Caroline. After completing a bachelor's degree in child development with a 3.8 grade point average, Caroline entered the multiple-subject credential program. Whereas her supervisor predicted an acceptable level of performance, Caroline received scores considered exceptional and rare for beginning teachers. Her supervisor predicted 2s on all sections for a total of 22. Caroline's total score was 41 (4s on seven sections and 3 s on Designing Assessments; Understanding Language Demands; and Supporting Academic Language Development).
The scorer's comments highlighted evidence from Caroline's videotaped segment and the comprehensive nature of her written commentary and submitted materials. For example, the scorer wrote:
The candidate's analysis of students' work was clear and detailed ... During the video clip the candidate does a masterful job of questioning to elicit explanations of students' reasoning. Input from students' answers gave cause for several discussions ...
In the section on establishing a balanced instructional focus, the scorer wrote:
Both learning tasks and the set of assessment tasks focus on multiple dimensions of mathematics learning through clear connections among computations/procedures, concepts, and reasoning/problem solving strategies. A progression of learning tasks and assessments guides students to build deep understandings of the central focus of the learning segment. The daily lesson plans include objectives and assessments that build a progressive understanding of the content. Multiple experiences are provided aimed at getting students to understand the meaning and various combinations.

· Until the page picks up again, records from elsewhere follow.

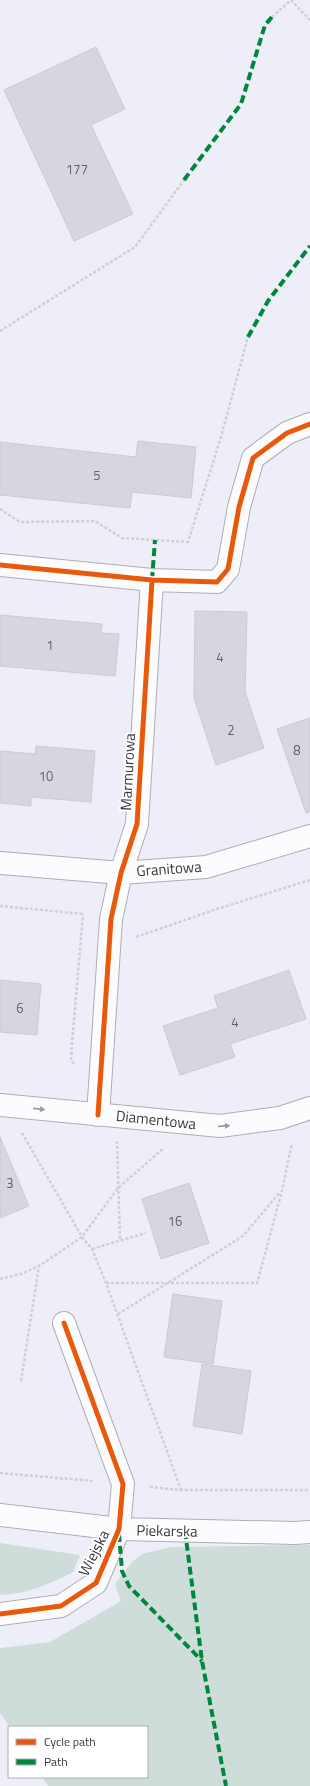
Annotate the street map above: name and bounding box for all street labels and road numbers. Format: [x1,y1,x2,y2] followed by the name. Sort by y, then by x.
[114,732,141,811] street label: Marmurowa
[136,855,203,882] street label: Granitowa
[115,1104,198,1135] street label: Diamentowa
[136,1518,198,1543] street label: Piekarska
[72,1525,115,1580] street label: Wiejska

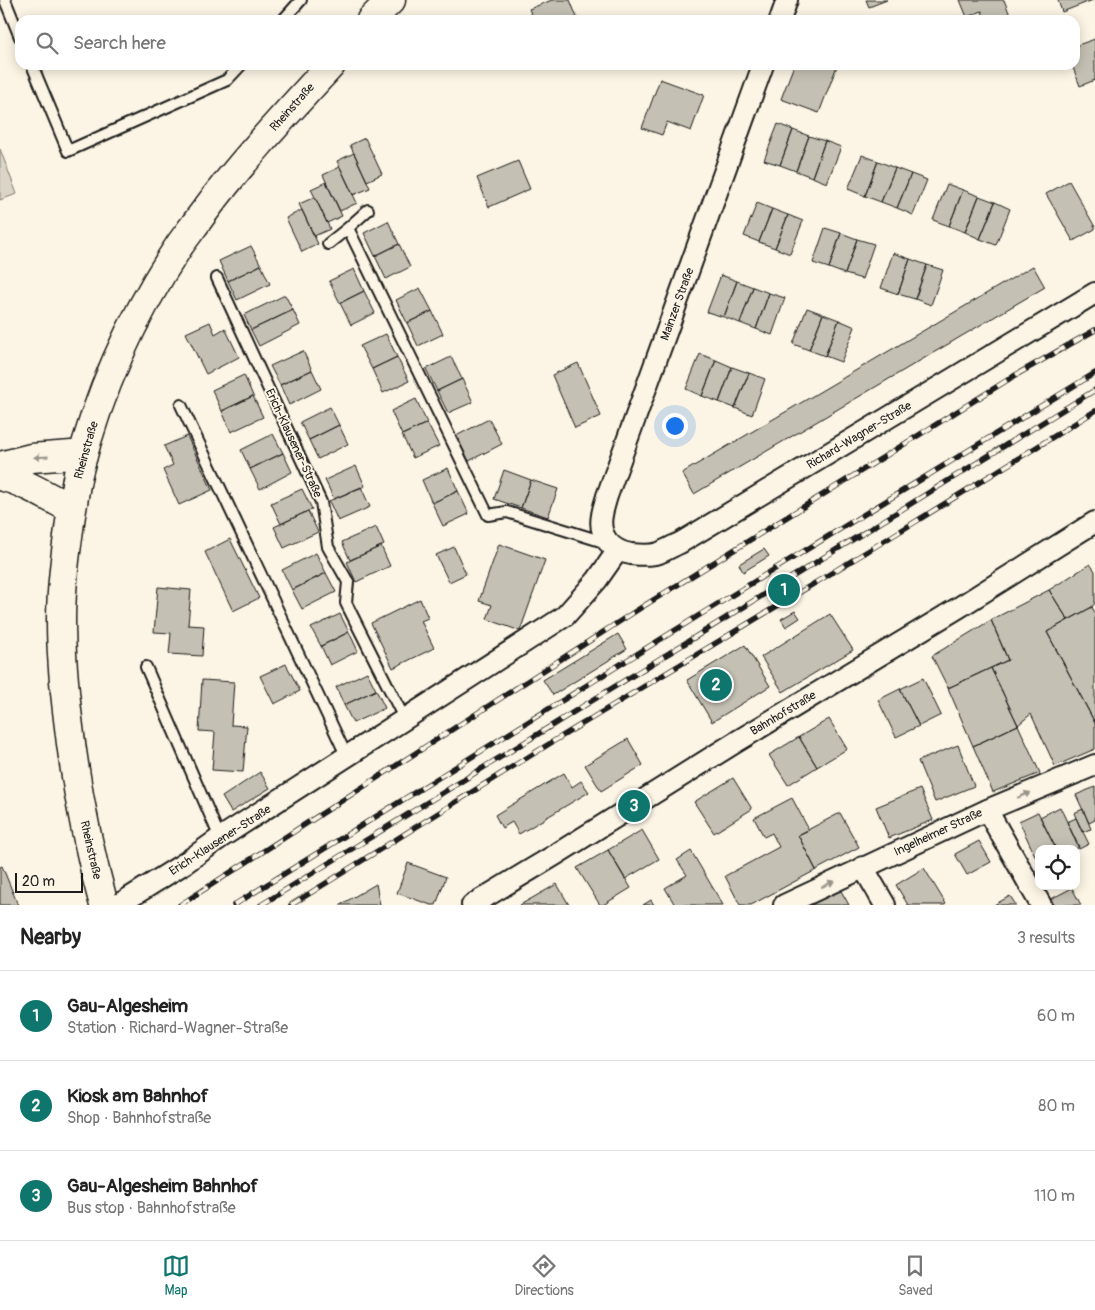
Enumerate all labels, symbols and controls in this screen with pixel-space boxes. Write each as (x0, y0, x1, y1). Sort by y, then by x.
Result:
search box (15, 15, 1080, 70)
icon: search (33, 29, 61, 57)
text: Search here (73, 31, 166, 55)
street label: Rheinstraße (267, 80, 318, 134)
street label: Mainzer Straße (657, 266, 698, 343)
street label: Erich-Klausener-Straße (262, 386, 325, 500)
street label: Richard-Wagner-Straße (804, 398, 914, 473)
your location (662, 413, 688, 439)
street label: Rheinstraße (71, 419, 102, 481)
one-way arrow (33, 453, 49, 461)
pin: 1 (768, 571, 800, 609)
pin: 2 (700, 666, 732, 704)
street label: Bahnhofstraße (748, 688, 819, 739)
pin: 3 (618, 787, 650, 825)
one-way arrow (1016, 790, 1031, 798)
street label: Erich-Klausener-Straße (167, 802, 274, 879)
street label: Ingelheimer Straße (892, 805, 985, 860)
street label: Rheinstraße (77, 819, 105, 881)
map controls (1035, 845, 1080, 890)
button: locate (1035, 845, 1080, 890)
scale bar (15, 870, 82, 893)
text: 20 m (22, 873, 55, 890)
one-way arrow (821, 880, 835, 888)
text: Nearby (20, 924, 81, 951)
text: 3 results (1017, 928, 1075, 948)
text: Gau-Algesheim (67, 994, 188, 1018)
text: 1 (33, 1006, 39, 1026)
text: 60 m (1037, 1006, 1075, 1026)
text: Station · Richard-Wagner-Straße (67, 1018, 288, 1038)
text: Kiosk am Bahnhof (67, 1084, 209, 1108)
text: 2 (32, 1096, 40, 1116)
text: 80 m (1038, 1096, 1075, 1116)
text: Shop · Bahnhofstraße (67, 1108, 211, 1128)
text: Gau-Algesheim Bahnhof (67, 1174, 258, 1198)
text: 3 (32, 1186, 40, 1206)
text: 110 m (1034, 1186, 1075, 1206)
text: Bus stop · Bahnhofstraße (67, 1198, 236, 1218)
tab: Map (162, 1252, 190, 1299)
tab: Directions (514, 1252, 574, 1299)
tab: Saved (898, 1252, 933, 1299)

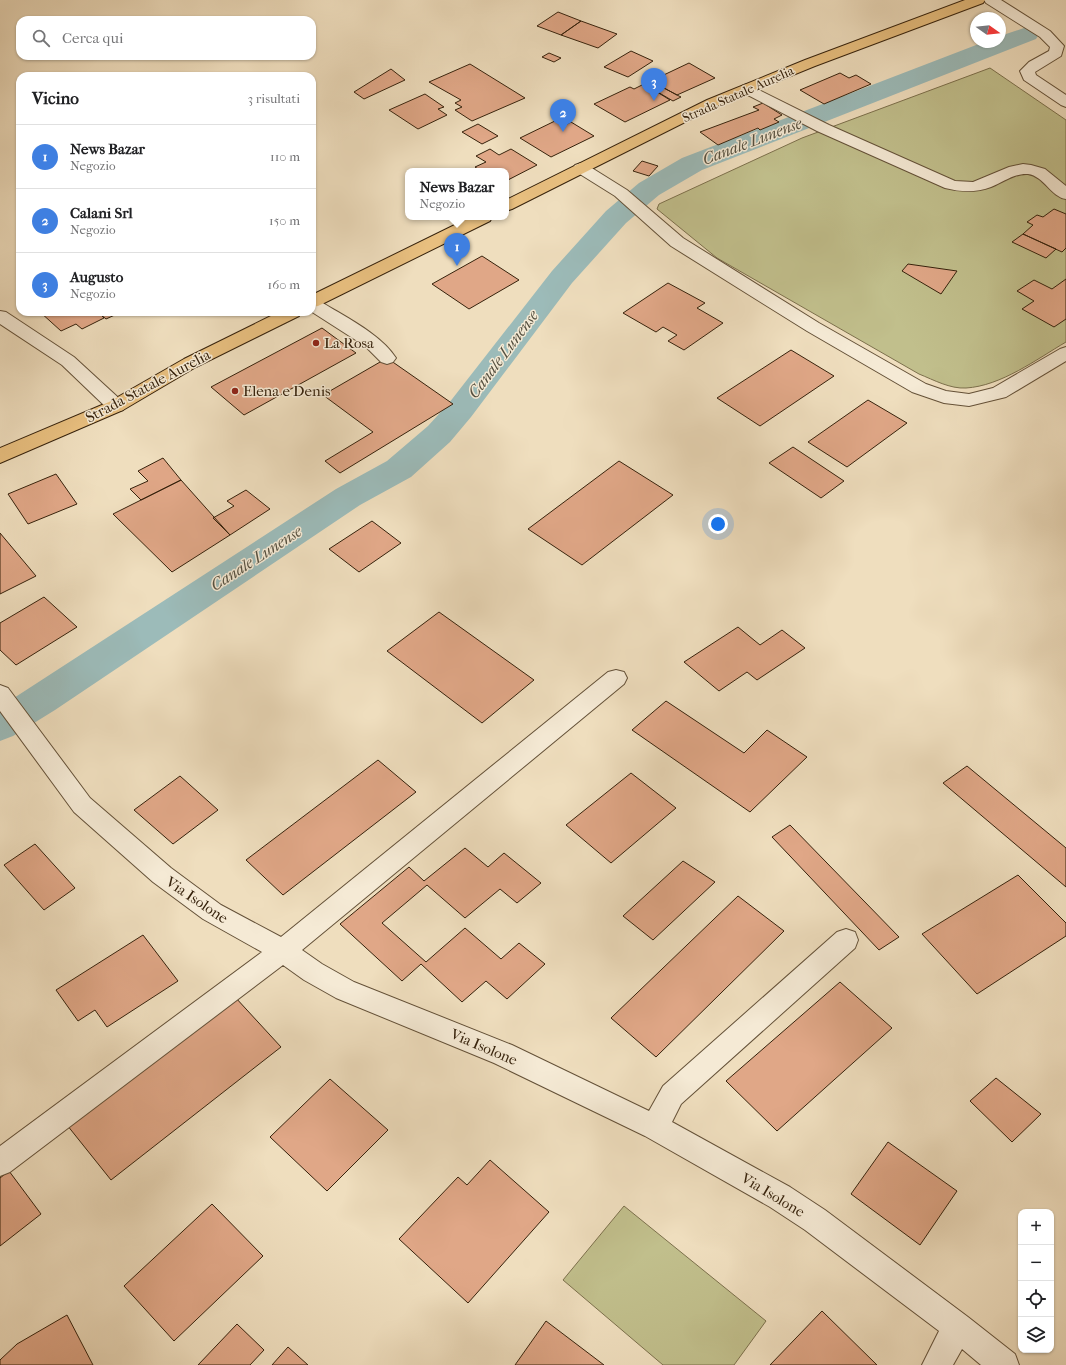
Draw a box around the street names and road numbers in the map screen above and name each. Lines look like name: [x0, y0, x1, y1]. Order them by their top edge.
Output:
street label: Strada Statale Aurelia: [680, 62, 797, 125]
street label: Strada Statale Aurelia: [82, 345, 215, 427]
street label: Via Isolone: [162, 872, 232, 928]
street label: Via Isolone: [447, 1024, 521, 1069]
street label: Via Isolone: [737, 1169, 808, 1221]

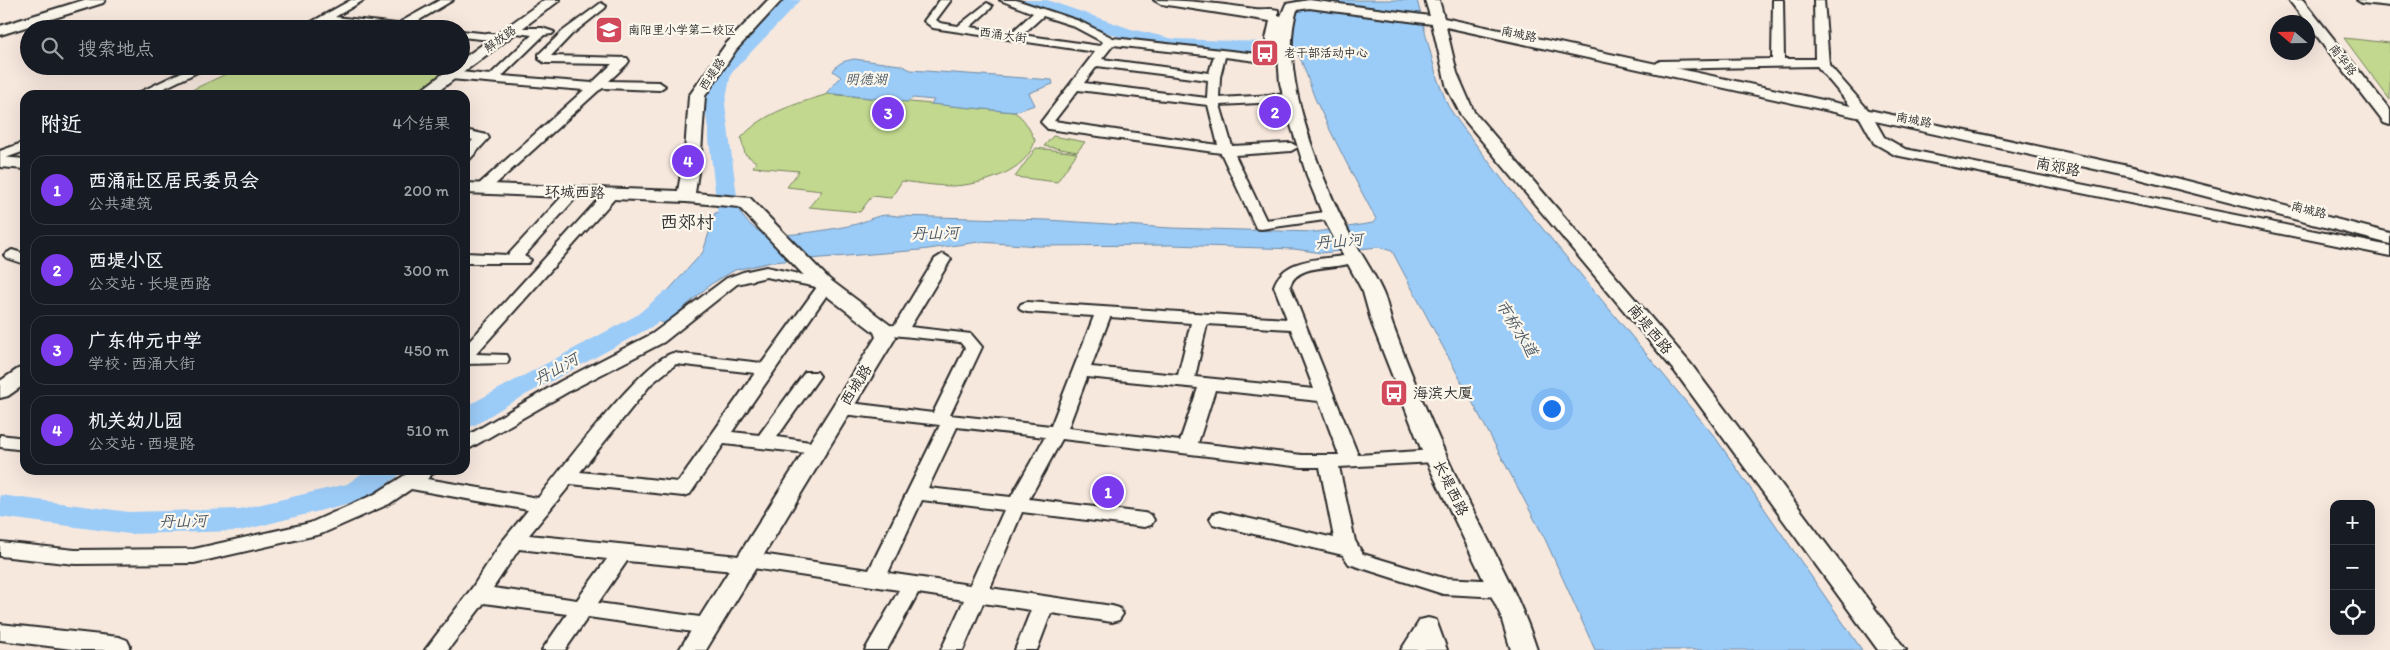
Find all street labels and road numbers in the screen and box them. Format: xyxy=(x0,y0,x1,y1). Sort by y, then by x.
street label: 解放路 xyxy=(481,23,519,55)
street label: 南城路 xyxy=(1500,23,1538,45)
street label: 西涌大街 xyxy=(978,25,1028,45)
street label: 南华路 xyxy=(2326,42,2360,78)
street label: 西堤路 xyxy=(696,55,728,93)
street label: 南城路 xyxy=(1895,110,1933,130)
street label: 南郊路 xyxy=(2034,154,2082,180)
street label: 环城西路 xyxy=(545,182,605,202)
street label: 南城路 xyxy=(2290,199,2328,221)
street label: 南堤西路 xyxy=(1624,300,1676,358)
street label: 西城路 xyxy=(836,361,876,409)
street label: 长堤西路 xyxy=(1430,457,1472,519)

Her university supervisor's comments from classroom observations indicated that Caroline "is eager for feedback and accepts constructive criticism" and that she "works through dilemmas to improve her teaching." The supervisor pointed out both effective strategies that Caroline implemented and areas for improvement. For example, the supervisor suggested more effective strategies for providing directions, handling a lack of time, and having students work with partners. The supervisor's comments affirmed that Caroline took her responsibilities seriously, listened to feedback, and made progress in her teaching from one observation to the next. On candidate assessment forms, Caroline's mentor teacher ranked her classroom experience very positively, indicating that she consistently used the specified knowledge, skills, or practices in the various domains appropriately and competently. Caroline received a grade of A in all of the curriculum and methods course for elementary school, and grades of A and A+ for student teaching. She successfully completed the credential program and also earned a Master of Arts in Teaching (MAT degree).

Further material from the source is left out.